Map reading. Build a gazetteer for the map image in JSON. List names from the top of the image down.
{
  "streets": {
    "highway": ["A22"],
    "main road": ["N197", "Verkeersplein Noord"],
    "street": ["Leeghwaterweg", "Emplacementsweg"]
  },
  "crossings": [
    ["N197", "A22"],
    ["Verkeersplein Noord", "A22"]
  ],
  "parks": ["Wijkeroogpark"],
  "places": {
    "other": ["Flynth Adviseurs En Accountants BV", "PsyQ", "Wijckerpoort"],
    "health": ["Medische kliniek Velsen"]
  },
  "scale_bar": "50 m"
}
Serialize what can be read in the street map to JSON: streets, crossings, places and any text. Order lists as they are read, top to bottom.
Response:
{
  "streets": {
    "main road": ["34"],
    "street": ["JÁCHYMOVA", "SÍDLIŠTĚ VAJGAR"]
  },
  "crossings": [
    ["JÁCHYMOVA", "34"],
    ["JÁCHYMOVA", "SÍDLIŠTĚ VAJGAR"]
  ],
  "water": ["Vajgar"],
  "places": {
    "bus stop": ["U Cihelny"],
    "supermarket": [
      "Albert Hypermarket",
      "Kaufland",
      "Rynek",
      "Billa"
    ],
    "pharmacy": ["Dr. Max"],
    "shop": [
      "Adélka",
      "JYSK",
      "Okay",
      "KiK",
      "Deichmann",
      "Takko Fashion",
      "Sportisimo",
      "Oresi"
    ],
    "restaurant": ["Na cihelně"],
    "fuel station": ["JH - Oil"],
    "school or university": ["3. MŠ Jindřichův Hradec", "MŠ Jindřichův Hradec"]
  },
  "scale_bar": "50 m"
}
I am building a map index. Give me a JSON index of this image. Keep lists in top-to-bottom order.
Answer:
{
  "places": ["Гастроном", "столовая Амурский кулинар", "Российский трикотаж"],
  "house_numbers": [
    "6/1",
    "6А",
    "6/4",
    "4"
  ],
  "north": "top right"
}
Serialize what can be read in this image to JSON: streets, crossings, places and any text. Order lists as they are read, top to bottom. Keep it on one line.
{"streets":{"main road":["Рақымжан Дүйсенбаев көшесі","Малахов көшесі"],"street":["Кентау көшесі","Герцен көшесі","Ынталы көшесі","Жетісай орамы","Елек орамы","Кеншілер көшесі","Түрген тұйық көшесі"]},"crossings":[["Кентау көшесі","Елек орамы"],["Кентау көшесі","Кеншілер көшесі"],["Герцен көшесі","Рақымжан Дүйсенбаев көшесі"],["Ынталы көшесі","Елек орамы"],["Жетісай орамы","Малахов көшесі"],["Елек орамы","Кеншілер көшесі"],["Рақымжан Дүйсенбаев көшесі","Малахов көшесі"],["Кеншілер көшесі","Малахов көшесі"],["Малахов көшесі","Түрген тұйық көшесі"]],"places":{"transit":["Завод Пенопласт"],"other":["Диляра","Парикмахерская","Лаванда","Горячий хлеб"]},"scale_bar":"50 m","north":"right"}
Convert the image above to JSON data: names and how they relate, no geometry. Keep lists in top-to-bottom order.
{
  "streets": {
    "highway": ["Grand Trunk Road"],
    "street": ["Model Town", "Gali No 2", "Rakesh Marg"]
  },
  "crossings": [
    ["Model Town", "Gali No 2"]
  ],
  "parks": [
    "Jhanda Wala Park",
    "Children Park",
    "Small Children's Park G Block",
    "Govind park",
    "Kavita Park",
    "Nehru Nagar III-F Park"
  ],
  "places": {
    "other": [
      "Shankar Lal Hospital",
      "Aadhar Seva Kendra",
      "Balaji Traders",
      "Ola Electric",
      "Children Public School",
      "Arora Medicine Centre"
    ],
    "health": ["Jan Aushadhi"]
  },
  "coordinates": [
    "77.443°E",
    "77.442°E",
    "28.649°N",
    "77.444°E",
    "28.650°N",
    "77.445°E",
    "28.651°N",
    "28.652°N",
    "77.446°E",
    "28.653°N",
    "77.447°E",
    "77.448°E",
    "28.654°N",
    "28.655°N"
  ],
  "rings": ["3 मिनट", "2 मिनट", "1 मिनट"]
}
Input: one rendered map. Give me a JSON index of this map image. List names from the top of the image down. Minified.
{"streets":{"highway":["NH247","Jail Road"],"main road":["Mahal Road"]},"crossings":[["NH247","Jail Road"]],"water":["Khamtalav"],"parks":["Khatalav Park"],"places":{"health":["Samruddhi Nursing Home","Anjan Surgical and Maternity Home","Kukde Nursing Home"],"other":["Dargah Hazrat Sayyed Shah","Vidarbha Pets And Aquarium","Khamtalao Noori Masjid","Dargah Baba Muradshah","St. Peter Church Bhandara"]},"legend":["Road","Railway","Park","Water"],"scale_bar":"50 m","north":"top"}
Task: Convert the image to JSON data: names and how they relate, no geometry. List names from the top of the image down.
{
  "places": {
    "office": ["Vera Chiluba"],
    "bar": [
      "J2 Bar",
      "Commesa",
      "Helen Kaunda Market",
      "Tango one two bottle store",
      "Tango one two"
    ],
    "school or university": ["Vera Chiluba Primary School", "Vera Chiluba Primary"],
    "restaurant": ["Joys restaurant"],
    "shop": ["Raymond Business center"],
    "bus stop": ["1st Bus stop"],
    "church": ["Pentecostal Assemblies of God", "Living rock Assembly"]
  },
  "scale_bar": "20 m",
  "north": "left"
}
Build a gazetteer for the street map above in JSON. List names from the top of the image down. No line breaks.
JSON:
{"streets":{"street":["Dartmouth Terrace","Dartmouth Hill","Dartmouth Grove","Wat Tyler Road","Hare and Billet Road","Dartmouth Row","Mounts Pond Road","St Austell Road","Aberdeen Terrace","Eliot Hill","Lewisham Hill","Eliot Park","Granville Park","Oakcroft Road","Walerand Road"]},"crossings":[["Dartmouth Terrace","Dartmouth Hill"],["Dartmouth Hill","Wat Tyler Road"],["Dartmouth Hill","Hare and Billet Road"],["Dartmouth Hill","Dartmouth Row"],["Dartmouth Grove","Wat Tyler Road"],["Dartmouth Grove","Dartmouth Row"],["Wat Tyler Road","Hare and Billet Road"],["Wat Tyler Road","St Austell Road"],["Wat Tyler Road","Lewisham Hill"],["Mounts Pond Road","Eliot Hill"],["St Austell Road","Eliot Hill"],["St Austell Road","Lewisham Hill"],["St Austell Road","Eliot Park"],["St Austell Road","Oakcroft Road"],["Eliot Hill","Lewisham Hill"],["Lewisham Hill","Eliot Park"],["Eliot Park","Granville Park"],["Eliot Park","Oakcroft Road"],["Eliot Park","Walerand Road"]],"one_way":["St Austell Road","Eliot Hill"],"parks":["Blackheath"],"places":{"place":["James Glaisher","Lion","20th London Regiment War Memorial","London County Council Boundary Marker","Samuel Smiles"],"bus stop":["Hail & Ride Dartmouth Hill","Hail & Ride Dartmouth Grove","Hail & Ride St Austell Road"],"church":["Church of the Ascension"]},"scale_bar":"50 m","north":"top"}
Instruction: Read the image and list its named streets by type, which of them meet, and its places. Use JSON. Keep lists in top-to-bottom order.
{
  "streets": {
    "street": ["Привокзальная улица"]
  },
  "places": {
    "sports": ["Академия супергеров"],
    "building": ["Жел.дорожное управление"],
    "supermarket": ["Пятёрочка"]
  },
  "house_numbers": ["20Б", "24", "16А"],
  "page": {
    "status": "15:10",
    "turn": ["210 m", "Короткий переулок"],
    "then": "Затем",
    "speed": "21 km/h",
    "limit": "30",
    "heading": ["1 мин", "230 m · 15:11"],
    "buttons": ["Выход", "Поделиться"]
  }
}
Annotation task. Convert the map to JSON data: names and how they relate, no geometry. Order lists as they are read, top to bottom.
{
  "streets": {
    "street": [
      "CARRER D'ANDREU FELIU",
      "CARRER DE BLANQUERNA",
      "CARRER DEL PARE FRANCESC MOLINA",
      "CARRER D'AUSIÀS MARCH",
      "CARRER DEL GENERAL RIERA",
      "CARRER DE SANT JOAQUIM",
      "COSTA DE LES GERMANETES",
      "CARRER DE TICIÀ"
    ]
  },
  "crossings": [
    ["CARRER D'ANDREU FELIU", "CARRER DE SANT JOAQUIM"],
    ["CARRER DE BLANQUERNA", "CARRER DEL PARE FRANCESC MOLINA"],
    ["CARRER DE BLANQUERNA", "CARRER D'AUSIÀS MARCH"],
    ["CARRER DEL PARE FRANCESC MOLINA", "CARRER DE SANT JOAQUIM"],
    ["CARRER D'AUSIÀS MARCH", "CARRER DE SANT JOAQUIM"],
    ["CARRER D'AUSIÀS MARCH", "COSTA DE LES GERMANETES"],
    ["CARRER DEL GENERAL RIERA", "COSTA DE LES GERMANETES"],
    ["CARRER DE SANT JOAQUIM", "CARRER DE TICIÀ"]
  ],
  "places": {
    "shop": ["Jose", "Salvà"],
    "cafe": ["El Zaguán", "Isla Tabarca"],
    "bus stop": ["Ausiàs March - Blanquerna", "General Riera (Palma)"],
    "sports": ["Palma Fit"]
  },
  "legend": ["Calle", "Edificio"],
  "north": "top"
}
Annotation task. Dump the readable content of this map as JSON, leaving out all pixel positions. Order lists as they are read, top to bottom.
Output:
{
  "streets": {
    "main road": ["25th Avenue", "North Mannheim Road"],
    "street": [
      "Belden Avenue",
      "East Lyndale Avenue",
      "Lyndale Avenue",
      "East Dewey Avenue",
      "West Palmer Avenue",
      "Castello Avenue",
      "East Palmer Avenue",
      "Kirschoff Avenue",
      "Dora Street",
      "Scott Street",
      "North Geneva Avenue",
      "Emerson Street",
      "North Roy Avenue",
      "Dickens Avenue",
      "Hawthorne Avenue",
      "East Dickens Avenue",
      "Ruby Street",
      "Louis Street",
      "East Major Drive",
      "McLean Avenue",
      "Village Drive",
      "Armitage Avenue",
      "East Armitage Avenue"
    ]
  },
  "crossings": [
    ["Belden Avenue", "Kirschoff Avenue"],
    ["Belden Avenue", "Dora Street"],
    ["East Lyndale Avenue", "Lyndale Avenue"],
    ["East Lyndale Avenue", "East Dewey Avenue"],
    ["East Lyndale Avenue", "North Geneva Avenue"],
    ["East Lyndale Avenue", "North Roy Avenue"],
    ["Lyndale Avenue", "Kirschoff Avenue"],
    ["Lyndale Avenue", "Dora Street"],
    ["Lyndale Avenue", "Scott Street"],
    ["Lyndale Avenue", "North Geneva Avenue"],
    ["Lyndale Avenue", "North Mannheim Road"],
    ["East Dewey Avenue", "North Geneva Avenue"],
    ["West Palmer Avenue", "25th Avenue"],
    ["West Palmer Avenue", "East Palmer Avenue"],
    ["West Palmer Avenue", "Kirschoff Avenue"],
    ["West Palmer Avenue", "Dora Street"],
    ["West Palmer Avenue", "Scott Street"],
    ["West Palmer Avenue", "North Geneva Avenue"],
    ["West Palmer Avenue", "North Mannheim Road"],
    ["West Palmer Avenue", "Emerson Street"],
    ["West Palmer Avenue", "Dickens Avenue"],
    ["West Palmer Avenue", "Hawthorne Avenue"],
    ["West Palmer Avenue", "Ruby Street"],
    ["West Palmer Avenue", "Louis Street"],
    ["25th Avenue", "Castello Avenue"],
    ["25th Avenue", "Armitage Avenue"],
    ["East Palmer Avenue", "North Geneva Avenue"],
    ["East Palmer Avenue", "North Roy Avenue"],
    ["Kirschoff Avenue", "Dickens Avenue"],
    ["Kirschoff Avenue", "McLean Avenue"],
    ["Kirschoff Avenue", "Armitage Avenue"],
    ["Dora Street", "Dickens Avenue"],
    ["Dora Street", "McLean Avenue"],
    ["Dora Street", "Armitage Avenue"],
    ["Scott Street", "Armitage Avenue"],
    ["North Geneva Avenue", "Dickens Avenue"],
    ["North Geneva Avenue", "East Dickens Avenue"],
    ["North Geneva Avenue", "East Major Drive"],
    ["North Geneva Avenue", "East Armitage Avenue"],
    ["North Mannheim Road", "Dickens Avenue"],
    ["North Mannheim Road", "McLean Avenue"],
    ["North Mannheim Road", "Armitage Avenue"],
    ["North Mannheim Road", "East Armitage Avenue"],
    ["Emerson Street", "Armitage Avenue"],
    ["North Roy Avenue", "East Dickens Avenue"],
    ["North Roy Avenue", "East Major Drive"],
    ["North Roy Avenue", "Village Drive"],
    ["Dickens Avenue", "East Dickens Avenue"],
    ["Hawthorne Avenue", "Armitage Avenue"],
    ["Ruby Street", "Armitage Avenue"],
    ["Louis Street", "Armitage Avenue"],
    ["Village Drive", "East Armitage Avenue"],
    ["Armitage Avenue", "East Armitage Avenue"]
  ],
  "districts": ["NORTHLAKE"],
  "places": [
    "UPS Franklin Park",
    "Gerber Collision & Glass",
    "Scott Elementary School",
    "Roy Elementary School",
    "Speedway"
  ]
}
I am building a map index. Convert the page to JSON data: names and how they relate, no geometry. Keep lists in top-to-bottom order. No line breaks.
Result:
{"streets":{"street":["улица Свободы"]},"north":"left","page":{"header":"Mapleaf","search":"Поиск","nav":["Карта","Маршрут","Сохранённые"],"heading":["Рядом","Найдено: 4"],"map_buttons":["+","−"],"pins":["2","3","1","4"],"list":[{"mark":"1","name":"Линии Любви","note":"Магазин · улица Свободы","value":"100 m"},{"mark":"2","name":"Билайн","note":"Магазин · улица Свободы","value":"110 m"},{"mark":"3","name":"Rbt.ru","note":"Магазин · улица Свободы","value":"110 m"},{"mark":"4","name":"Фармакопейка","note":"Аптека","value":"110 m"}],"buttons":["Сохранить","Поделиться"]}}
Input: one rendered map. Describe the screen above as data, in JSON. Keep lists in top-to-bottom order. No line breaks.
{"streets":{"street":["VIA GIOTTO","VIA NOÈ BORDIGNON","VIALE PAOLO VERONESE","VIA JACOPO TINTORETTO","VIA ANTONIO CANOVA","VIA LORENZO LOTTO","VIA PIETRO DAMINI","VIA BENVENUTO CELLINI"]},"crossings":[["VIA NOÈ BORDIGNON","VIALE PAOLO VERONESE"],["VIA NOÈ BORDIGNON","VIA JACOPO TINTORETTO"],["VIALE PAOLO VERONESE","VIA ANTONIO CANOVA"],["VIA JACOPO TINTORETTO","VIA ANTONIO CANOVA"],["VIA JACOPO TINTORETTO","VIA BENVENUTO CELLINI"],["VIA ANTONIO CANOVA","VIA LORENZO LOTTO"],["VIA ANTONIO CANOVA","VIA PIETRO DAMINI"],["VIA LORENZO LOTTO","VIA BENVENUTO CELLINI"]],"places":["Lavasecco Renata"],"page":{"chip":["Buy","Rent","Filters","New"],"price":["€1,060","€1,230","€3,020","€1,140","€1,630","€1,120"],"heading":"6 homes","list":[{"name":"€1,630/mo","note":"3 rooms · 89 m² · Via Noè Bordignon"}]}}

__________

### ABOUT THIS TASK
Your job is to return all lines above that hold the word "university".

### RESPONSE BOX
    "school or university": ["3. MŠ Jindřichův Hradec", "MŠ Jindřichův Hradec"]
    "school or university": ["Vera Chiluba Primary School", "Vera Chiluba Primary"],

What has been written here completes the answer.